Before I begin talking about Artificial Intelligence, I need to confess that I am of two (or more) minds about it. When I think of AI, I think of my dog. She is currently just a few weeks away from being 19-years-old and is losing all of her brain power, sight, smell, and hearing. Her hips and spine hurt. She naps a lot. Soon, a decision will have to be made to put her down to keep her from suffering. It is a hard choice. I love that dog. We communicate primarily through body language and a few voice commands which are mostly dependent on my tone. I speak. She "listens." While I have spent a good deal of time with my dog, love my dog, and am invested in her happiness, comfort, and success, my dog definitely evolved from wolves. She will always have that as her prime background and context. She has physical and behavioral limitations. By comparison, what are the physical and behavioral limits of machines using artificial intelligence?

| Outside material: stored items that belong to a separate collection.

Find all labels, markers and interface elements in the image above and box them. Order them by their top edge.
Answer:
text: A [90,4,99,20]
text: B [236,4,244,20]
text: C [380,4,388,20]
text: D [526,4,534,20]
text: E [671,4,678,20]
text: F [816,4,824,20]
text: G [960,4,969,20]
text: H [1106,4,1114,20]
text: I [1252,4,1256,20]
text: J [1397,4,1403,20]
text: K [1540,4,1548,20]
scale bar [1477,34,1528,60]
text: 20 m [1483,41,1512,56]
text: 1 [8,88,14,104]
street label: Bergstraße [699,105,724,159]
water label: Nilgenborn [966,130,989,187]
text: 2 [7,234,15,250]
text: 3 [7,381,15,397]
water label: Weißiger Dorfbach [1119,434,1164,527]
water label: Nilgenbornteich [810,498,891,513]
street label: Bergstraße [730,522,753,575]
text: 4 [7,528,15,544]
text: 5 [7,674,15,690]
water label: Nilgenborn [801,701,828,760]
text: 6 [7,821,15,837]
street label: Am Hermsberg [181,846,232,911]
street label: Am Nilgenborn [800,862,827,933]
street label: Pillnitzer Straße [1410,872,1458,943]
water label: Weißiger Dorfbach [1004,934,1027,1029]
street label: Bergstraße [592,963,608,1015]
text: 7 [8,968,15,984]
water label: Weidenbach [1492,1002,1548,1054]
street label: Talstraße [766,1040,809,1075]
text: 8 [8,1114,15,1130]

Artificial intelligence. Computing power sufficient to "understand" people. What was once long relegated to pulpy science fiction novels has now become a reality that will be rapidly changing every single aspect of life on the planet in real time. Machines "learn" to be more independent, and humans "teach" themselves to become more dependent. This shift in the balance of power is something that is happening right before our eyes.

The first chunk of this post is copied from a response to a discussion I recently had to my pal Ben who is a gifted filmmaker and runs Runic Films in Los Angeles (Hashtag, Cowboy Creed). The discussion was about the use of seals or logos to indicate "Human-Made" products or services in the film industry. As follows -


Benito,


I might go for the "real" approach. No QR code. Definitely not. If I look at the rest of the world and ask myself what really means anything, a seal of approval is a form of social proof.


Think about it.


What is more compelling? A signed document OR a signed document with a picture of a group of people standing around it (think Declaration of Independence)?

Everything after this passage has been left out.